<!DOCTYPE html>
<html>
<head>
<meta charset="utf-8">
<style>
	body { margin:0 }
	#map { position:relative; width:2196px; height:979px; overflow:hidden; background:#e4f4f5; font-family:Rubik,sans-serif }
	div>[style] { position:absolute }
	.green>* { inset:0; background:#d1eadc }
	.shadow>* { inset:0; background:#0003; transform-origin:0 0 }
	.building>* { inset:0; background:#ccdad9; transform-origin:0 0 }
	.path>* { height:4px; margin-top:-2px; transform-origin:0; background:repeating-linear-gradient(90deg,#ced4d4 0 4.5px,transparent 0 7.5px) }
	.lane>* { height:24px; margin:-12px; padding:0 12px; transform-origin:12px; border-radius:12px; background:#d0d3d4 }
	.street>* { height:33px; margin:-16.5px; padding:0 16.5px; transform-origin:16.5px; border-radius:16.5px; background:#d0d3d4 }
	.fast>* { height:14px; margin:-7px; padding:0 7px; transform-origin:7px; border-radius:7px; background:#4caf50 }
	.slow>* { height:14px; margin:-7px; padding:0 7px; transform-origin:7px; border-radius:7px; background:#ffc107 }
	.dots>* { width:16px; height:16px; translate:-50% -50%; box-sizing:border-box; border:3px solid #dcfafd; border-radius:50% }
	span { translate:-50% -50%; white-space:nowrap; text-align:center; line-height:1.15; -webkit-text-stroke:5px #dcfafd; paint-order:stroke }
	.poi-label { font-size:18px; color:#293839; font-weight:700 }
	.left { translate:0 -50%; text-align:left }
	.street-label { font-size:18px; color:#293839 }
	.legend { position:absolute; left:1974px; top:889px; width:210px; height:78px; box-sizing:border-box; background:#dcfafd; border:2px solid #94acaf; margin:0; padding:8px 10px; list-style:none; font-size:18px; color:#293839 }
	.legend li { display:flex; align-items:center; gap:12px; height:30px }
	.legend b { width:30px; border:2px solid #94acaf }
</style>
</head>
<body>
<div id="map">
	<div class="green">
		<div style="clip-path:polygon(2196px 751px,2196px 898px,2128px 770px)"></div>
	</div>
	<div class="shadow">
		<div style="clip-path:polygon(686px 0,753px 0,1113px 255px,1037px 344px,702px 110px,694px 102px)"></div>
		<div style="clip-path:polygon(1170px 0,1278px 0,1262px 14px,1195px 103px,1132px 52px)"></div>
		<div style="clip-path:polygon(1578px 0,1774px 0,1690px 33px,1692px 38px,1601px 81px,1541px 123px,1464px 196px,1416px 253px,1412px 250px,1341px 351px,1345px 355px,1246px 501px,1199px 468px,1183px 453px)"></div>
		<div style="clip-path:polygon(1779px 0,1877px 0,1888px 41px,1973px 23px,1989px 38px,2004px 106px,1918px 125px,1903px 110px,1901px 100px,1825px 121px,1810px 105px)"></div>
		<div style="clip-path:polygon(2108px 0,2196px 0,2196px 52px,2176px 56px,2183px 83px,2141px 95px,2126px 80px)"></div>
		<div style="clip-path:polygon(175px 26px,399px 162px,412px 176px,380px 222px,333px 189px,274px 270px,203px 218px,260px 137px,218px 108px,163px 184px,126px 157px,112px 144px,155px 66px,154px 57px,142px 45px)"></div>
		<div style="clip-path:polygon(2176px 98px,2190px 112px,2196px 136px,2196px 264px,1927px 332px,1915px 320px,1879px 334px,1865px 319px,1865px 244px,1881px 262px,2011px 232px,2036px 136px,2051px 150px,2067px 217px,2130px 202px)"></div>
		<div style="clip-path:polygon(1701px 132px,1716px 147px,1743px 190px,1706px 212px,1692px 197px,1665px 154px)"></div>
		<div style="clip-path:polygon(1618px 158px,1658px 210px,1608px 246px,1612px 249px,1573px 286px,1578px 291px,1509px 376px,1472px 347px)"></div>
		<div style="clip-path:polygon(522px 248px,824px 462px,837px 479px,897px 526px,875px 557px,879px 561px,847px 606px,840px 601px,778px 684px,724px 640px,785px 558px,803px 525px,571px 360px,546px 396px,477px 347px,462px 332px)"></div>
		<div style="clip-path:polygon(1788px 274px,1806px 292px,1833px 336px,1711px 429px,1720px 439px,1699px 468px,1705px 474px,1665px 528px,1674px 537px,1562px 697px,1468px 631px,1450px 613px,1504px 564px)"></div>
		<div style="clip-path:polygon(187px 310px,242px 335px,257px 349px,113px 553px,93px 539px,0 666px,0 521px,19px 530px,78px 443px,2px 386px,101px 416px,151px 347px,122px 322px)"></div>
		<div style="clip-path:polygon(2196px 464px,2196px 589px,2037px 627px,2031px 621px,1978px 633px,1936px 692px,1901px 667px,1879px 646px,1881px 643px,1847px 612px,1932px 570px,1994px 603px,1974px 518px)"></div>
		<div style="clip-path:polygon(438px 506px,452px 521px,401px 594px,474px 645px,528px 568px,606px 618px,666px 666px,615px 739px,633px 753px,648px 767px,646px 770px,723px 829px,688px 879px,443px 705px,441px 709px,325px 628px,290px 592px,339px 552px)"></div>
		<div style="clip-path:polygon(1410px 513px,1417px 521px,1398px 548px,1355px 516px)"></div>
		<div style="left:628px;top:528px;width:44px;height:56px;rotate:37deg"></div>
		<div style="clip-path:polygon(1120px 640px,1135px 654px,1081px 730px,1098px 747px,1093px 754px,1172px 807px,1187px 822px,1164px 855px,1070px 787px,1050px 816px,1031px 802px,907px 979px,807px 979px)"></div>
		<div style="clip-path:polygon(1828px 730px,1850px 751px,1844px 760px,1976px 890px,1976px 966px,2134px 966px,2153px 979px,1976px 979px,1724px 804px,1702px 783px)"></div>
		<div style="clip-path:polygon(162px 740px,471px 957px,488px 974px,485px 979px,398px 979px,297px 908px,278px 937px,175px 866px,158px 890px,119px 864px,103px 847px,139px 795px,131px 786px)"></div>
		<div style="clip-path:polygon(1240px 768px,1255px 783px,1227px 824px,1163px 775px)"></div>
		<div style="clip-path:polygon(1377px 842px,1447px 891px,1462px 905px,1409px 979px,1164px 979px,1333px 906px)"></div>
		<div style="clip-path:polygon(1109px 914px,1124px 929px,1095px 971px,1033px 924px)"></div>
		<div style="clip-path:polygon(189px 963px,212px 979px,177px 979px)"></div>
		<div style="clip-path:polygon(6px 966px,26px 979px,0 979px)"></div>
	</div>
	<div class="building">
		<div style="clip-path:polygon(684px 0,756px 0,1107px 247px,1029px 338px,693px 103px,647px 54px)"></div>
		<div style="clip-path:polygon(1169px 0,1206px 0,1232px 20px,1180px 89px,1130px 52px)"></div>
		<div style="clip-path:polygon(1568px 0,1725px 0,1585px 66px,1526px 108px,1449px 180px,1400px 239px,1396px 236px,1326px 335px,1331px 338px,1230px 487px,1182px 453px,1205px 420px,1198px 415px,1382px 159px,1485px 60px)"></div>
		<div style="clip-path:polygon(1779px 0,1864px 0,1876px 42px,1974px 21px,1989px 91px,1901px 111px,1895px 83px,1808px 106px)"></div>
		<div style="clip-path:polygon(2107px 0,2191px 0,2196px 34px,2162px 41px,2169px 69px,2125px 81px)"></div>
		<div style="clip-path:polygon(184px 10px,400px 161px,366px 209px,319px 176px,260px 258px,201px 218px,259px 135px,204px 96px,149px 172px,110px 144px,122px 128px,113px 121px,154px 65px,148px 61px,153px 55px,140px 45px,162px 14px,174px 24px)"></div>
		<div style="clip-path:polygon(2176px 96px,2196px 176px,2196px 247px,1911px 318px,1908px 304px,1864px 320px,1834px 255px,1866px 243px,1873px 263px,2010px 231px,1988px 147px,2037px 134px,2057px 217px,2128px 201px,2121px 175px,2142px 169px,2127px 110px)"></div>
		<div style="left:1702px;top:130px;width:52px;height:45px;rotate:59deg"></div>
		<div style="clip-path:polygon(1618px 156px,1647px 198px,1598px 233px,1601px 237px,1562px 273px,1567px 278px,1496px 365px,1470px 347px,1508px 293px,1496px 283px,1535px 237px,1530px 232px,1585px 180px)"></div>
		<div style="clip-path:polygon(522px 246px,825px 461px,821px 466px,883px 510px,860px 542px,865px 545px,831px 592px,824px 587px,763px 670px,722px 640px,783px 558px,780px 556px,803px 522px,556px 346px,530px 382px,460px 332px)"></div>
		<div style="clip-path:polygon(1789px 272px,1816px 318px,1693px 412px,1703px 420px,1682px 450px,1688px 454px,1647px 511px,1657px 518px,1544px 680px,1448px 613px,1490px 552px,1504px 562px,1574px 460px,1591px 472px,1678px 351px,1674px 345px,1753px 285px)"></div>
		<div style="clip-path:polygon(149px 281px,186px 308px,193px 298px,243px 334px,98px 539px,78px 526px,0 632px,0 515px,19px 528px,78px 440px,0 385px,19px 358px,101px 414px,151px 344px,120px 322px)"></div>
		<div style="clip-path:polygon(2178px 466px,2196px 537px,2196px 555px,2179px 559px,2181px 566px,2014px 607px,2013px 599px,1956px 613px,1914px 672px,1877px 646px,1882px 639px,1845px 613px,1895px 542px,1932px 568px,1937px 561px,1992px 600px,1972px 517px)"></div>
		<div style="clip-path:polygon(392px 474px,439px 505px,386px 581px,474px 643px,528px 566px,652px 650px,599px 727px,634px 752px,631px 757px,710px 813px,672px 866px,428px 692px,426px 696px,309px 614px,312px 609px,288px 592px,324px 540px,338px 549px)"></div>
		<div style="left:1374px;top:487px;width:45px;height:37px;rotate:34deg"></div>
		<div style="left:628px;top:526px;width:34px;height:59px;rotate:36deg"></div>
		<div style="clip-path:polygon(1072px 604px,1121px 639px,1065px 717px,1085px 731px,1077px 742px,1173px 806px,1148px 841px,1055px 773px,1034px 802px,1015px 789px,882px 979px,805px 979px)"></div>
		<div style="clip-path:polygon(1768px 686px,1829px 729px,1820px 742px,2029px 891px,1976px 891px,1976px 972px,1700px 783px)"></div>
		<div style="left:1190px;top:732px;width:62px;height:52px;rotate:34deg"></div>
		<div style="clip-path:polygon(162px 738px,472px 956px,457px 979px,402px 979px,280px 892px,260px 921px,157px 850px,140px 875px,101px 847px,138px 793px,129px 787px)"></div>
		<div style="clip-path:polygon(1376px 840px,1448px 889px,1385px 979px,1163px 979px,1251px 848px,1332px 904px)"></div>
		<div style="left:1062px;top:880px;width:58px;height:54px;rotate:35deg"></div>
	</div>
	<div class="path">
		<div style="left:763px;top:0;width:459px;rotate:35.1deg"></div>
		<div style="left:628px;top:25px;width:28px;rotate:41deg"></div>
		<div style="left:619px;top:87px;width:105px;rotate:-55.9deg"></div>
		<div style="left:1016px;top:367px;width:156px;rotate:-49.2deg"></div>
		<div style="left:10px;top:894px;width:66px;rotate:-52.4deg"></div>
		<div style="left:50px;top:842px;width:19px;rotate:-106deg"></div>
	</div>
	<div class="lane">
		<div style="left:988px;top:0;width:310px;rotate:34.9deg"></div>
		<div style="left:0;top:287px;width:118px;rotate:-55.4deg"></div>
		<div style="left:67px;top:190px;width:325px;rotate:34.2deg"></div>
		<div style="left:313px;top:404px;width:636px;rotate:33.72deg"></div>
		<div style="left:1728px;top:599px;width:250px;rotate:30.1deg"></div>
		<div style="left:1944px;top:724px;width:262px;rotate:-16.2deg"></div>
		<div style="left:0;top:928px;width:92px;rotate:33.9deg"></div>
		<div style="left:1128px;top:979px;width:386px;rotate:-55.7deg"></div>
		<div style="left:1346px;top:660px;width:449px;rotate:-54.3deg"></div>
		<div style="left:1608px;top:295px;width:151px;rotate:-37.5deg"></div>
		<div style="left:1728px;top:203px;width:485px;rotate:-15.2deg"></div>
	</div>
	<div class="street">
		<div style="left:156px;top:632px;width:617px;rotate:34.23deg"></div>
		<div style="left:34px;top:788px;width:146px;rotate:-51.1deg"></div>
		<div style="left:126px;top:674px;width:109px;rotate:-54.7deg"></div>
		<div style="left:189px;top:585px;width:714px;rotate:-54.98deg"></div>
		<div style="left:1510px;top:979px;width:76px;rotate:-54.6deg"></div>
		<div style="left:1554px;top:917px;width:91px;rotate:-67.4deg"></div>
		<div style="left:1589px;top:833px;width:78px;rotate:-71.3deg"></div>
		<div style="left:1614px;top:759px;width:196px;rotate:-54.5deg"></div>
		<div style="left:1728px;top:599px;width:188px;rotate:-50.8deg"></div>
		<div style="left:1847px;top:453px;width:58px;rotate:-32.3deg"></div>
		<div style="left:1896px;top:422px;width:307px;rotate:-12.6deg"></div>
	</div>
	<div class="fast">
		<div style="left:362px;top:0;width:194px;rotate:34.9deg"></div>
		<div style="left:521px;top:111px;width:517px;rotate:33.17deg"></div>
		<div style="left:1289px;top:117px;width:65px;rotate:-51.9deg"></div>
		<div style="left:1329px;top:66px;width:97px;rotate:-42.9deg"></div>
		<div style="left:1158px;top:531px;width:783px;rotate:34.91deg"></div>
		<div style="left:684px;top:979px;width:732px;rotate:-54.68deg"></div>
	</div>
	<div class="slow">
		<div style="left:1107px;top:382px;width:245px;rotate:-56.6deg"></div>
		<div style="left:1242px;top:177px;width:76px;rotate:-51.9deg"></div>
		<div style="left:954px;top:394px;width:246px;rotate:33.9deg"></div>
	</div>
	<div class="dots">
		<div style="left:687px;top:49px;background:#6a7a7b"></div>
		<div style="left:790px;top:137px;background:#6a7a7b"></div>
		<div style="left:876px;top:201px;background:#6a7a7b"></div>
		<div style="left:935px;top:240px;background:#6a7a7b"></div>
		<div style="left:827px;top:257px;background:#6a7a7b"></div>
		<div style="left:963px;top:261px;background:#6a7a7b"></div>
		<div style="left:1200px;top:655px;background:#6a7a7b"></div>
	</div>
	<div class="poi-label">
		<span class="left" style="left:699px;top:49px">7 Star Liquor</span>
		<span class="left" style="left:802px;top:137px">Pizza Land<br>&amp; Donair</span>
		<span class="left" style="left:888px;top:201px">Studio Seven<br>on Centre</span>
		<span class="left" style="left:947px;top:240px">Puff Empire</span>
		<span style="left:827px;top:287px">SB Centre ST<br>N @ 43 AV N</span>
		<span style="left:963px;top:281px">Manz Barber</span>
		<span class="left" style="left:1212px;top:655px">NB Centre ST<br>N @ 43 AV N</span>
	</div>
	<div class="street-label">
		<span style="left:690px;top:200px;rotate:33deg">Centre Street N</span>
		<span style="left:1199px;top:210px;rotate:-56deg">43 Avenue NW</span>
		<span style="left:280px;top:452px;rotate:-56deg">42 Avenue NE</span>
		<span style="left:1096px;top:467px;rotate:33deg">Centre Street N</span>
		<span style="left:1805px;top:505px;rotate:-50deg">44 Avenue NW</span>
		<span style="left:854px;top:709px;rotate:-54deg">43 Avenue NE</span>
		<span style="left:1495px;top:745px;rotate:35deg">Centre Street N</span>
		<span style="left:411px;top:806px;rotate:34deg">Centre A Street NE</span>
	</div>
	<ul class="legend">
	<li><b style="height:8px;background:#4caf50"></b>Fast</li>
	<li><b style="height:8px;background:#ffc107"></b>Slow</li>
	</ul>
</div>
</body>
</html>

+++++

Your reply is to repeat, unchanged, the lines above running from the one with "position:relative; width:2196px; height:979px;" up to and including the one with "height:24px; margin:-12px; padding:0".

| Solution |
	#map { position:relative; width:2196px; height:979px; overflow:hidden; background:#e4f4f5; font-family:Rubik,sans-serif }
	div>[style] { position:absolute }
	.green>* { inset:0; background:#d1eadc }
	.shadow>* { inset:0; background:#0003; transform-origin:0 0 }
	.building>* { inset:0; background:#ccdad9; transform-origin:0 0 }
	.path>* { height:4px; margin-top:-2px; transform-origin:0; background:repeating-linear-gradient(90deg,#ced4d4 0 4.5px,transparent 0 7.5px) }
	.lane>* { height:24px; margin:-12px; padding:0 12px; transform-origin:12px; border-radius:12px; background:#d0d3d4 }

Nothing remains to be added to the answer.